We were supposed to be in Houston getting treatment right now. Ah, but we’re not. Here’s the true tale of helicopters, weather, purchased (and then refunded) airline tickets, and elevated liver enzymes.
As I mentioned in our last post, Angel Flights choked on some mistakes I made in attempting to schedule our trip today. To the rescue came a friend who, through another friend, had access to a helicopter that could chauffer us to Houston. Hurray! (And kind of exciting!) But similar small craft caveats applied: good weather, visibility, no clouds, etc.
This morning in Austin, Texas the weather was thick fog with heavy clouds and rain.
So, no helicopter ride to Houston. But this is why we have backup plans. At around 10:15AM when we realized that the weather wasn’t going to give us a break I began the purchase process for a Southwest flight that would drop Maggie off at about 1:30PM. Before I punched “Buy Now”, however, we paged Stephanie, the clinical trial coordinator, so we could tell her we were going to be late. Then we waited, and waited and waited. Finally, after about 20 or so impatient minutes of tapping my foot, I bought the ticket. And since it was Southwest, I went ahead and checked her in via the web site and printed her boarding pass. As I carried the freshly-printed boarding pass to Maggie the phone rang – Stephanie was calling. She told us that we should hold off on coming to Houston because “the chatter in the halls this weekend” suggested that Maggie wasn’t going to get treatment today anyway. We should, according to her, get blood work done in Austin and then send her the results.
Blood work done in Austin? This is what we suggested to them last week, the idea they pooped on because, well, who knows why. But now, after almost borrowing a helicopter and then after I bought an airplane ticket (of course) they came up with the brilliant idea of getting the simple blood tests done in Austin. Brilliant!
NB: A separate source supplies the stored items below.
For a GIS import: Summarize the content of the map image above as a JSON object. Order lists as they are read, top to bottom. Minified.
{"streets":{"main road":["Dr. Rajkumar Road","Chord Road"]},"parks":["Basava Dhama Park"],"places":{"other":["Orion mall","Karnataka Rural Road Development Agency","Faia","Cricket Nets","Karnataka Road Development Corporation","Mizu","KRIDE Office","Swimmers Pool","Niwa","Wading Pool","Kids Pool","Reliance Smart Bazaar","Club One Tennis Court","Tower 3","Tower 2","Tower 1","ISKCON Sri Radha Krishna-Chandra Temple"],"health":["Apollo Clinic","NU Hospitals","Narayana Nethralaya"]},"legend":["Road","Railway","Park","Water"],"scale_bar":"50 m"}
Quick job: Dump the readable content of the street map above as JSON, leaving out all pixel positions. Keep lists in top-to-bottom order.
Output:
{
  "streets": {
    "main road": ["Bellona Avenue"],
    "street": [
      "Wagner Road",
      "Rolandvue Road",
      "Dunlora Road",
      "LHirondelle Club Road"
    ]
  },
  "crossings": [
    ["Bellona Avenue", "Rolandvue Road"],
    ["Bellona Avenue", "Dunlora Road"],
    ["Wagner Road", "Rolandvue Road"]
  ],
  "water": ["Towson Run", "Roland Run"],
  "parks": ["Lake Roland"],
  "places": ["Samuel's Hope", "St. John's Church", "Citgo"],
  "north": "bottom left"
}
So, after we were done trying to be polite with Stephanie we immediately called Southwest to get a refund on that freshly printed ticket. Piece of cake and a full refund.
Fortunately, last week when we suggested to MD Anderson that we get blood tests done locally, I made us a Monday appointment at The Spa for just that. And because I’m crafty, I didn’t cancel the appointment when MD Anderson insisted that we come to Houston. Thus, when plans changed again we still had a standing appointment at The Spa just in time for us to head that way. Everything worked out perfectly.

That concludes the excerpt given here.